### TASK STATEMENT
In the data below, how many lines contain the string "direction"? Give only the number.

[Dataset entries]

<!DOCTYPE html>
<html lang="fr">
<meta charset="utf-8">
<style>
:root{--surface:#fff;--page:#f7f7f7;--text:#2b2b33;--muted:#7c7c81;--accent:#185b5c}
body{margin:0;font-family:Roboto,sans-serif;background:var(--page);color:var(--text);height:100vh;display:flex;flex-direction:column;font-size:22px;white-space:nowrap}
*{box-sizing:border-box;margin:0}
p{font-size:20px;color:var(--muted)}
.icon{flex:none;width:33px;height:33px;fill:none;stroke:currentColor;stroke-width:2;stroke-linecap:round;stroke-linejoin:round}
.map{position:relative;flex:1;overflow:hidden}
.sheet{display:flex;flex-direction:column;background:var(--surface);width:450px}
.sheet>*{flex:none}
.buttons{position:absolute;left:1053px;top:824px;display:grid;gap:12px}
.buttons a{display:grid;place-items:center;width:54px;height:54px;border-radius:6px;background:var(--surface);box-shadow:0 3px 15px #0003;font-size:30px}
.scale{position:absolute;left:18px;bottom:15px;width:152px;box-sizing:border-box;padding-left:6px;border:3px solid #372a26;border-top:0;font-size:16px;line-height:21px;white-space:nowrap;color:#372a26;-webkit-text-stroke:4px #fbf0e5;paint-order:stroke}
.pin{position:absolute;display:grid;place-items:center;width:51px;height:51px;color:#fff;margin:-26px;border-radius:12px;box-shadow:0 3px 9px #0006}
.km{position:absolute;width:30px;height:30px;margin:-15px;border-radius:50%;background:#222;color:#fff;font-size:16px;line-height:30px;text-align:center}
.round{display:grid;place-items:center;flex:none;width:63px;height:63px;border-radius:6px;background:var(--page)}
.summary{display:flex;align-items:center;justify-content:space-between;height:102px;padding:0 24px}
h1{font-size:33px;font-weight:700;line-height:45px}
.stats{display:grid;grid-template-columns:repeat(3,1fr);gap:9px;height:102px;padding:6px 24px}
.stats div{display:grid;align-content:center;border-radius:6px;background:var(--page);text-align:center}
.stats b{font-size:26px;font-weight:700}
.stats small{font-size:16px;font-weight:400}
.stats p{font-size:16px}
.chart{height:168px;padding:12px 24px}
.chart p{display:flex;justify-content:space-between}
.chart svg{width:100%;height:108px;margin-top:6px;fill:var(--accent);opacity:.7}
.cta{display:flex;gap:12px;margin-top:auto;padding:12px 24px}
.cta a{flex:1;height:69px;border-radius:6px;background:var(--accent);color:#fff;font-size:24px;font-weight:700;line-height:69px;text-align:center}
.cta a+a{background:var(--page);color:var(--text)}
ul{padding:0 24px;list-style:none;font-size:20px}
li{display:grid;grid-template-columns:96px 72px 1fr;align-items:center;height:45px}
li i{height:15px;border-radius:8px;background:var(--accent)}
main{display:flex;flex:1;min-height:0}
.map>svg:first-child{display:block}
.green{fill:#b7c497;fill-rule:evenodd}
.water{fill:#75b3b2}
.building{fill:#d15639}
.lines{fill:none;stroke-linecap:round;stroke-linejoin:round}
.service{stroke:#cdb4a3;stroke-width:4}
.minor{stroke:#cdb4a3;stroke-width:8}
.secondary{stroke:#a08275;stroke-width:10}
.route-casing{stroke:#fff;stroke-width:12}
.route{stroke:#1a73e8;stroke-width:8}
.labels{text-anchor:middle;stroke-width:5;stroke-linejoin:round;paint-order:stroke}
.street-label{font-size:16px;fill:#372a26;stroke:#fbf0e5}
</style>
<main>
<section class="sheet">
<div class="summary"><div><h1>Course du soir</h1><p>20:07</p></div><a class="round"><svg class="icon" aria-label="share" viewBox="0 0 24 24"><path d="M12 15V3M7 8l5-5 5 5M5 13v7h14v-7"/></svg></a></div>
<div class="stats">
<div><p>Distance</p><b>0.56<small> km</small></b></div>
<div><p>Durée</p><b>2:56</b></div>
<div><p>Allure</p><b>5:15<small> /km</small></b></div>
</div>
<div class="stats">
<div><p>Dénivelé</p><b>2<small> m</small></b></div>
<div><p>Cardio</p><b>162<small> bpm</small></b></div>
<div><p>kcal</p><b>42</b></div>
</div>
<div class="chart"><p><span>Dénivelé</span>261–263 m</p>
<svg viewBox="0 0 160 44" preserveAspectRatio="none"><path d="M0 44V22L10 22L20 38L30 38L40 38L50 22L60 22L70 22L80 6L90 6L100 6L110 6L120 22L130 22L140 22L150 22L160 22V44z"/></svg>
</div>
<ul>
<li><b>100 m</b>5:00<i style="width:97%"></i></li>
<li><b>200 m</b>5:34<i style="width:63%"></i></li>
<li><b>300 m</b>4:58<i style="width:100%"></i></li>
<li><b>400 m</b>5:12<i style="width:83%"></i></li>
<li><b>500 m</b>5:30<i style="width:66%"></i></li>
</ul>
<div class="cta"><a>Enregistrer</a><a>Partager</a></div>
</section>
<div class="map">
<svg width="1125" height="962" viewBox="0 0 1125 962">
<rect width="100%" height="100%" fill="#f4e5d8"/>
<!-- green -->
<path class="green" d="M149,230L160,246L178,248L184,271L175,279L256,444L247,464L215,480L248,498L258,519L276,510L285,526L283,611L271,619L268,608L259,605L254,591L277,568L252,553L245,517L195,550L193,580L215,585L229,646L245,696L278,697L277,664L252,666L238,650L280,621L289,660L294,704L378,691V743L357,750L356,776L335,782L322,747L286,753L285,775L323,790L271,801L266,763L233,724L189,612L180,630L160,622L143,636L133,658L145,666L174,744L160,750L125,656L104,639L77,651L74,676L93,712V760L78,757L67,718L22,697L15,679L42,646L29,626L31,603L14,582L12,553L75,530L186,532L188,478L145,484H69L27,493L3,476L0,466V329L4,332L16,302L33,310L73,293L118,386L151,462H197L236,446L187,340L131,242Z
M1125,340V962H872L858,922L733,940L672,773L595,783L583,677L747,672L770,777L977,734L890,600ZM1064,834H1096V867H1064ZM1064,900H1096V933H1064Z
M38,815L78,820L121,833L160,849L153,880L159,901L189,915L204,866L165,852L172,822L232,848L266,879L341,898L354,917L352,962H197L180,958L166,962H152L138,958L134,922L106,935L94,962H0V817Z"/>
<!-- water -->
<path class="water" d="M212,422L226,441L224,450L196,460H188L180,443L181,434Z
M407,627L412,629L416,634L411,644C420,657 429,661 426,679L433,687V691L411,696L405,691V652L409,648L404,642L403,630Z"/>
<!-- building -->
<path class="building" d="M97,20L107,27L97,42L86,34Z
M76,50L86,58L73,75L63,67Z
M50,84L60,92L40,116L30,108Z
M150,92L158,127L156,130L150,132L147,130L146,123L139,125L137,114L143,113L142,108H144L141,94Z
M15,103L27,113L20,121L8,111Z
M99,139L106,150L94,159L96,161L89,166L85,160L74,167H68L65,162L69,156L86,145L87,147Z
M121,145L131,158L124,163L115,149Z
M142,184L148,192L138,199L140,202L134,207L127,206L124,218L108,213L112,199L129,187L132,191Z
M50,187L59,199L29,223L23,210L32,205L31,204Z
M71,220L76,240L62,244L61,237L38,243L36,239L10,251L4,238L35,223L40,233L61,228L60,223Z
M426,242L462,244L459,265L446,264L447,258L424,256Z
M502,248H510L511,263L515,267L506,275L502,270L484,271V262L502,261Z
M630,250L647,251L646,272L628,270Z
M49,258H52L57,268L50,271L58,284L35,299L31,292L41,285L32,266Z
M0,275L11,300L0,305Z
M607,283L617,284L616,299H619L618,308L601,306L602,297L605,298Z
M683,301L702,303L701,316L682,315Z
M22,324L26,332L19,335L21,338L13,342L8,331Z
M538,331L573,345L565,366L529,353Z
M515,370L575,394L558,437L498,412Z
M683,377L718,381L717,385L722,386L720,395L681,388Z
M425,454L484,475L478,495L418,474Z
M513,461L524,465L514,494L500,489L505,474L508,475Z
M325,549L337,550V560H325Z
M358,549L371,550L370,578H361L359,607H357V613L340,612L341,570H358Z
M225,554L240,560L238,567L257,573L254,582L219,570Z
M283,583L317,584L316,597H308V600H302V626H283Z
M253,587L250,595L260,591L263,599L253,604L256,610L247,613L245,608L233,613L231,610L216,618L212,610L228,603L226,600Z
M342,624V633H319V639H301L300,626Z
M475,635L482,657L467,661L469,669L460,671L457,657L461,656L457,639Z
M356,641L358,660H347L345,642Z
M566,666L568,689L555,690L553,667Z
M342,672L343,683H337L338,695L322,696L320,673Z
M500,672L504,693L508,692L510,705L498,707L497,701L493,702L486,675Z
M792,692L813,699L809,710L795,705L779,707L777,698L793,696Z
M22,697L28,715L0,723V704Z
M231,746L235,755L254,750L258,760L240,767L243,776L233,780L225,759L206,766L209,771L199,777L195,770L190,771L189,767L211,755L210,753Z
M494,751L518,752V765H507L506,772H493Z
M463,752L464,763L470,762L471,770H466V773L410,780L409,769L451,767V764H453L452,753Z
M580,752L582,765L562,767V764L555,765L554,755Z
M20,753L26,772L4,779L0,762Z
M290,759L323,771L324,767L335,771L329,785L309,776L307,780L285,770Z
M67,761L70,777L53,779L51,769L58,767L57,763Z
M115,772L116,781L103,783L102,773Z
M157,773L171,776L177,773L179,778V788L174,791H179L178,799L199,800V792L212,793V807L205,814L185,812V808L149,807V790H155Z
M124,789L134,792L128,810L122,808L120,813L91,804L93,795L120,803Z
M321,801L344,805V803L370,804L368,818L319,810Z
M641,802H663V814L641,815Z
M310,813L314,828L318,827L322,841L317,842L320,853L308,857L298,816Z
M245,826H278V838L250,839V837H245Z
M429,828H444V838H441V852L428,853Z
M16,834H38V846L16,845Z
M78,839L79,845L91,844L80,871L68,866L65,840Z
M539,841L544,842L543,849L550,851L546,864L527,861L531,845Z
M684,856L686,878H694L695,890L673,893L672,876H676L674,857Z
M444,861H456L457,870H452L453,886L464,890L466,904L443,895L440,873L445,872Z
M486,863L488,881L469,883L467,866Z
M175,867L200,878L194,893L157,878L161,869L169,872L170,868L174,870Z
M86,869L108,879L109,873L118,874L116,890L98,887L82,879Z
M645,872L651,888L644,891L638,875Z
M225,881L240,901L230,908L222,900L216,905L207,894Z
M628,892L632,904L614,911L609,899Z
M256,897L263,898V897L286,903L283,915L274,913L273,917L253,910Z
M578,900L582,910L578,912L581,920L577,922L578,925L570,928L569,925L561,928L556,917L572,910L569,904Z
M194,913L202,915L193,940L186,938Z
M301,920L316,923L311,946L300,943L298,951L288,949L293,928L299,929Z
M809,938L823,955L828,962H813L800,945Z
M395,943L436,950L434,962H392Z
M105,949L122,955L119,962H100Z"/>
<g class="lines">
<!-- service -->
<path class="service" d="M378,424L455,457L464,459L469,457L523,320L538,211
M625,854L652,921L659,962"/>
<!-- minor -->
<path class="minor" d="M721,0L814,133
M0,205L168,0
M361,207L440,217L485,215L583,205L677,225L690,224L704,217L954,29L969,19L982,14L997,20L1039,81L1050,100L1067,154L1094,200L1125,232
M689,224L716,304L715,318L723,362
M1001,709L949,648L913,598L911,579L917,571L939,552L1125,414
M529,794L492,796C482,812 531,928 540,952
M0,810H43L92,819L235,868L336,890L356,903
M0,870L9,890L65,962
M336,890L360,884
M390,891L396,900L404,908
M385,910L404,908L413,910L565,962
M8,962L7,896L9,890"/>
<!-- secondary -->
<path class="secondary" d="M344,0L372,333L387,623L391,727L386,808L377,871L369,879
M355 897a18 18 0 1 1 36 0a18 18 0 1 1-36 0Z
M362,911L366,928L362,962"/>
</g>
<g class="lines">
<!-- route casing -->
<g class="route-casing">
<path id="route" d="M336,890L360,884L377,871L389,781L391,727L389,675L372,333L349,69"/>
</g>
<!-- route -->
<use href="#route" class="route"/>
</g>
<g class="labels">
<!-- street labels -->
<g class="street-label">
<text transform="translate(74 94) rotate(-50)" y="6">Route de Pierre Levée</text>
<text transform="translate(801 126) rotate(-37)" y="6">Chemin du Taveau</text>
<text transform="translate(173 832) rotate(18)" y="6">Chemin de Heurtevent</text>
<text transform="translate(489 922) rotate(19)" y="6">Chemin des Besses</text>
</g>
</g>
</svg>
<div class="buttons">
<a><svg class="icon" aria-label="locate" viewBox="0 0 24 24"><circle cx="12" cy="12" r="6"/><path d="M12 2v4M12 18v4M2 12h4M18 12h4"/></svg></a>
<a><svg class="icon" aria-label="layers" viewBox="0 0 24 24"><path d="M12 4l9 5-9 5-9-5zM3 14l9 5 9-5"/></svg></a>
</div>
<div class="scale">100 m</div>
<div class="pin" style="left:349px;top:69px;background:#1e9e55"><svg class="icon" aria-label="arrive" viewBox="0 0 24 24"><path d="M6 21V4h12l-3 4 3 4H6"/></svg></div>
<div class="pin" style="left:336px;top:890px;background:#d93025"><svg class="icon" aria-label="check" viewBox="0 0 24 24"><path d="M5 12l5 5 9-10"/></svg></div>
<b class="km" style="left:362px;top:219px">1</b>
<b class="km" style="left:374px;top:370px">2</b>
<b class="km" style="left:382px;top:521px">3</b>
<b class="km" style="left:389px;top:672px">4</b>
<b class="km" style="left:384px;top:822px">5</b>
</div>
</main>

### RESULT OF THE TASK
2